Work to complete: Where does "Тайши" occur in the listing? Copy every line that holds it.

Material shown:
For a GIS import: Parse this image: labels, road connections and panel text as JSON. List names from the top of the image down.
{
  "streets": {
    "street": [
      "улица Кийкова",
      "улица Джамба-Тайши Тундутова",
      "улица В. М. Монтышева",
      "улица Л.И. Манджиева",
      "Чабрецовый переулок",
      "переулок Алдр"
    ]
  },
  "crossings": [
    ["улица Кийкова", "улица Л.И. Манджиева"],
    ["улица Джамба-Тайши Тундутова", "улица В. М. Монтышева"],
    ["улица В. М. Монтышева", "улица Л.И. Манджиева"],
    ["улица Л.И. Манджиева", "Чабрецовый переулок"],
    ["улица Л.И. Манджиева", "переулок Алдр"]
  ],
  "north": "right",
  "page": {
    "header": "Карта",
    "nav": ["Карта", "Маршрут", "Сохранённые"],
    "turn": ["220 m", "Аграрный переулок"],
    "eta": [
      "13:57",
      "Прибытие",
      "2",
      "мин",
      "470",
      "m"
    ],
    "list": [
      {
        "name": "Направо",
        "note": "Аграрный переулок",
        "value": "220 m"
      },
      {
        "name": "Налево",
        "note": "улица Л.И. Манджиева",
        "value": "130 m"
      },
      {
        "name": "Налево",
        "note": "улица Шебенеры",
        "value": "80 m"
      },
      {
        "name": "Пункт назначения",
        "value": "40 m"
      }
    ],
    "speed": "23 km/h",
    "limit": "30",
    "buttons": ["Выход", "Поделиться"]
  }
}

Answer box:
      "улица Джамба-Тайши Тундутова",
    ["улица Джамба-Тайши Тундутова", "улица В. М. Монтышева"],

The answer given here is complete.